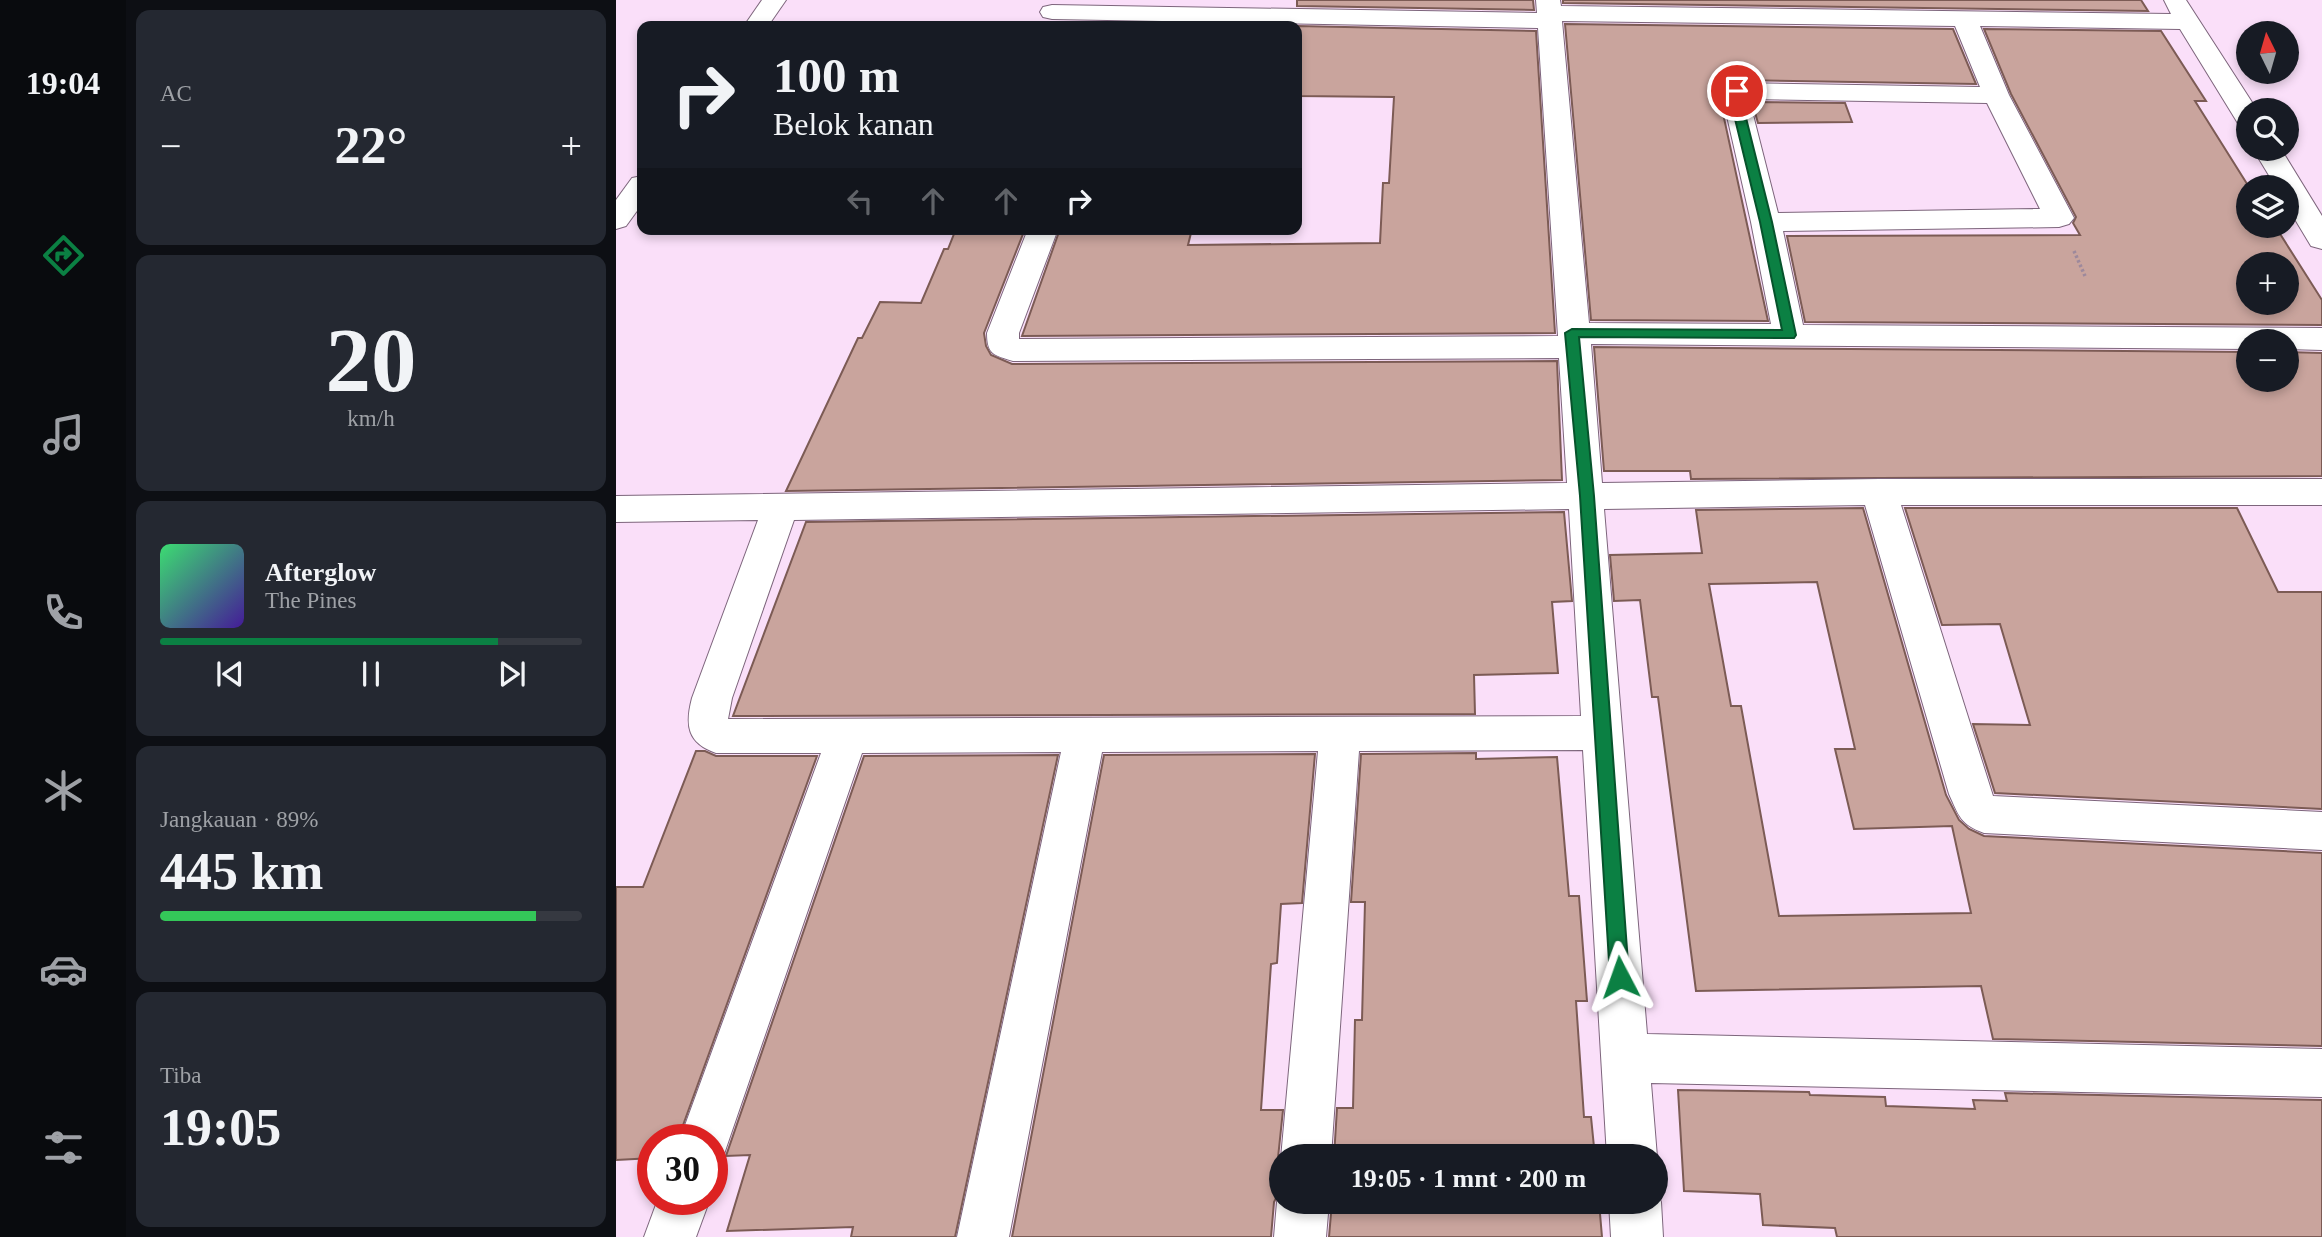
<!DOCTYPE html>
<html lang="id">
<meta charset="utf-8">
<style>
body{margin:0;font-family:Georgia,serif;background:#242831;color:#f1f3f6;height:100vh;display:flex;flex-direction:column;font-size:26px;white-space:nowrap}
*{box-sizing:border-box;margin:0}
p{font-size:23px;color:#9ea1a6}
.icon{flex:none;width:38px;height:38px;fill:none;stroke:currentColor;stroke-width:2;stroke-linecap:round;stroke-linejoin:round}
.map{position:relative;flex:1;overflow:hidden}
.side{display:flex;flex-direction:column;gap:10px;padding:10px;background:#0d0f14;width:490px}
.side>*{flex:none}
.hud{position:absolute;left:21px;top:21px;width:665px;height:214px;border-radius:14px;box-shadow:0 4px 10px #0003;background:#171b24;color:#f1f3f6;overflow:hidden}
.needle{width:46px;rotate:355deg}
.tools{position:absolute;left:1620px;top:21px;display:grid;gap:14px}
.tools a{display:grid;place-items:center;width:63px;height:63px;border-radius:50%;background:#171b24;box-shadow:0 4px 10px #0003;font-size:35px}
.speed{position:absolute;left:21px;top:1124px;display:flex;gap:14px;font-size:35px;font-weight:700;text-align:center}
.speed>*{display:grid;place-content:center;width:91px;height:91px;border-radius:50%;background:#171b24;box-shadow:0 4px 10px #0003;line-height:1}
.speed .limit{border:10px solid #d22;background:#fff;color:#111}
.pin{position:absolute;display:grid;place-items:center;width:60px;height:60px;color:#fff;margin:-30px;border:4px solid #fff;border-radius:50%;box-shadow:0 2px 7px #0007}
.me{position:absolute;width:77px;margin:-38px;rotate:356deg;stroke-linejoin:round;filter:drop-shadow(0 0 5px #0008)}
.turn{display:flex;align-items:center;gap:24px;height:147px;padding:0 21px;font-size:32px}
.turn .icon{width:91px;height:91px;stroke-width:2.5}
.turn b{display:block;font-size:49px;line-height:60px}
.lanes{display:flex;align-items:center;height:66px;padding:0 21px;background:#0003;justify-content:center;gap:35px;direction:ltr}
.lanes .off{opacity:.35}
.big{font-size:52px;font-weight:700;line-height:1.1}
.side .tile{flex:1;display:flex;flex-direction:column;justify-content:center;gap:10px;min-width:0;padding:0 24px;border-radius:14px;background:#242831}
.side .dial{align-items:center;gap:0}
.dial b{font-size:91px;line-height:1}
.song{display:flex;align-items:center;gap:21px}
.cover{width:84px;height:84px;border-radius:10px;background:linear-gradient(135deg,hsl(140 70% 55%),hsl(260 70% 35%))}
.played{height:7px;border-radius:4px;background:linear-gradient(90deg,#0b8043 80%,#363941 80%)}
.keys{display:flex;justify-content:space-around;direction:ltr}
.heat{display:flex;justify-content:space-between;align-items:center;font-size:38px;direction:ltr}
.charge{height:10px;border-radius:5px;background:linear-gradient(90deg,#34c759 89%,#363941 0)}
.trip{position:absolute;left:653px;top:1144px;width:399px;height:70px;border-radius:35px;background:#171b24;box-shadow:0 4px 10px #0003;font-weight:700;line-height:70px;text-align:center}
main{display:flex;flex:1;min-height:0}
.dock{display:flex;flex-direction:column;width:126px;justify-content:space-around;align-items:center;background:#090b0e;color:#9ea1a6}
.dock .icon{width:49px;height:49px}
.dock .selected{color:#0b8043}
.dock b{font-size:32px;color:#f1f3f6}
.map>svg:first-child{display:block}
</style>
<main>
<nav class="dock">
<b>19:04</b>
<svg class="icon selected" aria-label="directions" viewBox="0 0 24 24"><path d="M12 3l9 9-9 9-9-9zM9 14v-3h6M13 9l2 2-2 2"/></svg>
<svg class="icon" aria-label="music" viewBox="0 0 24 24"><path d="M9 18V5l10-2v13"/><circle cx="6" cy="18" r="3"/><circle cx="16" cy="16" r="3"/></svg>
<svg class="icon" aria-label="phone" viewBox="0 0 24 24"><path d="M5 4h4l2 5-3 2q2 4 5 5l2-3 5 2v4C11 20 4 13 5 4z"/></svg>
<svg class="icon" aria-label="climate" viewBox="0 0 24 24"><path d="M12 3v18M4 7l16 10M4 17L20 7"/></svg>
<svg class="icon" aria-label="car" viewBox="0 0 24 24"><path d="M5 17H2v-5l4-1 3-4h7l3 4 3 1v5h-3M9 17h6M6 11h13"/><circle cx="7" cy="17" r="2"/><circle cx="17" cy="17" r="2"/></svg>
<svg class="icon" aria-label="filters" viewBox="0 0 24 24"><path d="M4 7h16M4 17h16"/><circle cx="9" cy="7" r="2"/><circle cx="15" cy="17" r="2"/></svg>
</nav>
<section class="side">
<div class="tile"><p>AC</p>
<div class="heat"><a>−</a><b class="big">22°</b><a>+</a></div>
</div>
<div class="tile dial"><b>20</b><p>km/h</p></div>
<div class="tile">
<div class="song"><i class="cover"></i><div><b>Afterglow</b><p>The Pines</p></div></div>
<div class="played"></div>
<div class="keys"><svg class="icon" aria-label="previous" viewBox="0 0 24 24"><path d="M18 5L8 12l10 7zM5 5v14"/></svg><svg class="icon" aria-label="pause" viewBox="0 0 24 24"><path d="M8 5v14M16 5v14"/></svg><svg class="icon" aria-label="next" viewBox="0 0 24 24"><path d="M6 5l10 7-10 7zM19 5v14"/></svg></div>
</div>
<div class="tile"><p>Jangkauan · 89%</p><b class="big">445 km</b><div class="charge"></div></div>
<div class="tile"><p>Tiba</p><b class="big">19:05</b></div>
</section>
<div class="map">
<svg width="1706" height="1237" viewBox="0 0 1706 1237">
<rect width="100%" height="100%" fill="#fadff9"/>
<g fill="#c9a49d" stroke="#7c5b55" stroke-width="2" fill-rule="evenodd">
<path d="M681,0H917L918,10L681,6Z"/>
<path d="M947,0H1525L1532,11L947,3Z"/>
<path d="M949,24L1337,29L1360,84L1121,80L1111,82L1103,95L1152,321L975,320Z"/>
<path d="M681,26L920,31L939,333L406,336L444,229H576L572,245L764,243L767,183H773L778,97L681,96Z"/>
<path d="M1368,29L1545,31L1590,101H1579L1633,187V226H1659L1706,300V325L1189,322L1171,236L1464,235L1457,223L1460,217L1395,94ZM1633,264H1671V303H1633Z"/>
<path d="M1136,102L1229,103L1236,122L1142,123Z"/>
<path d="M340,229H409L368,333L370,346L375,355L396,364L941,361L946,480L170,491L242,338H246L264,302L305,303L328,249H332Z"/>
<path d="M978,347L1633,352V380H1671V352L1706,353V476L1075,479L1074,471H988Z"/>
<path d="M1247,508L1330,795L1343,820L1353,829L1368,836L1706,853V1046L1377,1039L1365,986L1080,991L1042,697H1036L1024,600L998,601L994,555L1086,553L1080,510ZM1201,582L1239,749H1219L1238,829L1336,826L1355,913L1163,916L1125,706H1115L1093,584Z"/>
<path d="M1289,508H1621L1662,592H1706V809L1379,793L1357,724L1414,725L1384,624L1326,625Z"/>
<path d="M948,512L956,601L936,602L942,673L858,675L859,714L117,716L190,522Z"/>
<path d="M80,751H89L100,756H201L62,1139H37V1158L0,1160V887H27Z"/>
<path d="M860,753V759L941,757L953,896H963L971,1001H960L968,1117H975L979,1157H718L721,1108H737L739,1020H746L749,902H735L745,754Z"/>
<path d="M699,754L686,903L665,904L661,963L655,964L645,1110H667L662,1158L665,1161V1189L658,1202L655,1237H396L488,755Z"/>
<path d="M442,755L339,1237H235L237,1227L111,1231L134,1155L110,1156L248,756Z"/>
<path d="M1062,1090L1193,1092L1194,1095L1269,1097L1270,1106L1359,1109L1357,1100L1391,1101L1389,1093L1706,1100V1237H1221L1219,1228L1147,1225L1144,1194L1068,1191Z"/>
<path d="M716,1202H983L986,1237H713Z"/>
</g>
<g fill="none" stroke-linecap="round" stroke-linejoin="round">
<defs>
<g id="minor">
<path d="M146,0H170L152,26H128Z"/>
<path d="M920,0H944L945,6L1555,14L1548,0H1570L1641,110H1633V127L1623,125L1564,29L1364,26L1393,95L1458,218L1453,224L1443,227L1167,231L1187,325L1706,328V350L1671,349V341H1633V349L975,344L986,483L1263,479H1706V505H1285L1377,796L1706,812V850L1368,833C1344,824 1343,816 1333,794L1249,505L988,509L1031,1034L1706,1049V1097L1035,1083L1041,1157L1040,1162V1157H991L967,750L743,751L715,1157L665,1158L702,751L486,752L393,1237H341L445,752L246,753L107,1157L96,1161V1139H64L205,753H100C71,743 69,725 76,698L142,520L0,522V496L951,483L943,358L397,361C378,355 371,355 371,333L412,229H442L403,333V339L942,336L922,28L436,19L427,17L424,12L427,7L436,5L921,13ZM946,21L1339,26L1364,87L1121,83L1112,85L1106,94L1135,222L1155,324L973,323ZM1133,99L1371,103L1424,209L1162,213ZM953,509L965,716L112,719L116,698L178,520Z"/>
<path d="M1637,149H1665L1706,216V249L1695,246L1671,206V187H1660Z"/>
<path d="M26,176V204L10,226L0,229V200L16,178Z"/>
<path d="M1040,1189L1045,1202L1047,1237H995L993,1202H1040Z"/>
<path d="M665,1192V1202H713L710,1237H658L661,1202Z"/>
<path d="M42,1199H94L80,1237H28Z"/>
</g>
</defs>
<use href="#minor" stroke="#7d657c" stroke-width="2"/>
<path stroke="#9d899c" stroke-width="3.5" stroke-dasharray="2.5 2.5" stroke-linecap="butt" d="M1458,251L1469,276"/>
<use href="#minor" fill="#fff" fill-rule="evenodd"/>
</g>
<path fill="#0b8043" stroke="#07532c" stroke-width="2" d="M1121,87L1127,91L1124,94L1156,222L1180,335L1178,338L963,337L978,496L1013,977L1010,984L1004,986L997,984L994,977L964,496L949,333L956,329L1166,330L1144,222L1113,94Z"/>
</svg>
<div class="tools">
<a><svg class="needle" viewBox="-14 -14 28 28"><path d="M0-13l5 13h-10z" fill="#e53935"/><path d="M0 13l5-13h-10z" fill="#9ea1a6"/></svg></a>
<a><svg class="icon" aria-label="search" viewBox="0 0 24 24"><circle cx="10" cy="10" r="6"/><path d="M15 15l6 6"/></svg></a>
<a><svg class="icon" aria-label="layers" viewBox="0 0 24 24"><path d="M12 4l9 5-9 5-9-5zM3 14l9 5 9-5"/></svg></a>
<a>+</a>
<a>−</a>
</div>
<div class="speed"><div class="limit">30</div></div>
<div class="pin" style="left:1121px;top:91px;background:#d93025"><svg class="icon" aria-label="arrive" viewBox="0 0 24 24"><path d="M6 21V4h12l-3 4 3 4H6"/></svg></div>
<svg class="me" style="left:1004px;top:977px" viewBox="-20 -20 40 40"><path d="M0-17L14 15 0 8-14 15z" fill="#0b8043" stroke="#fff" stroke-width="4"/></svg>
<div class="trip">19:05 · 1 mnt · 200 m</div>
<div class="hud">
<div class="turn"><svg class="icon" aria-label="right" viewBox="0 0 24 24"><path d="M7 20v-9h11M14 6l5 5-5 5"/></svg><div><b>100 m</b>Belok kanan</div></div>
<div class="lanes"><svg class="icon off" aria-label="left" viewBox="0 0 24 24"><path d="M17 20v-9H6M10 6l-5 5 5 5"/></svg><svg class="icon off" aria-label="ahead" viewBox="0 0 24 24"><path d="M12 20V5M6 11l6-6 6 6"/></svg><svg class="icon off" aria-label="ahead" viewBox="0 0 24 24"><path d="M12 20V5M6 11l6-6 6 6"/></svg><svg class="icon" aria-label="right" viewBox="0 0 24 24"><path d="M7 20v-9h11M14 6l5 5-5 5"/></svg></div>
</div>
</div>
</main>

= = = =

_HOW TO COMPLETE THIS TASK_:
If a line in the records contains the word "linejoin", copy it.

_ANSWER AREA_:
.icon{flex:none;width:38px;height:38px;fill:none;stroke:currentColor;stroke-width:2;stroke-linecap:round;stroke-linejoin:round}
.me{position:absolute;width:77px;margin:-38px;rotate:356deg;stroke-linejoin:round;filter:drop-shadow(0 0 5px #0008)}
<g fill="none" stroke-linecap="round" stroke-linejoin="round">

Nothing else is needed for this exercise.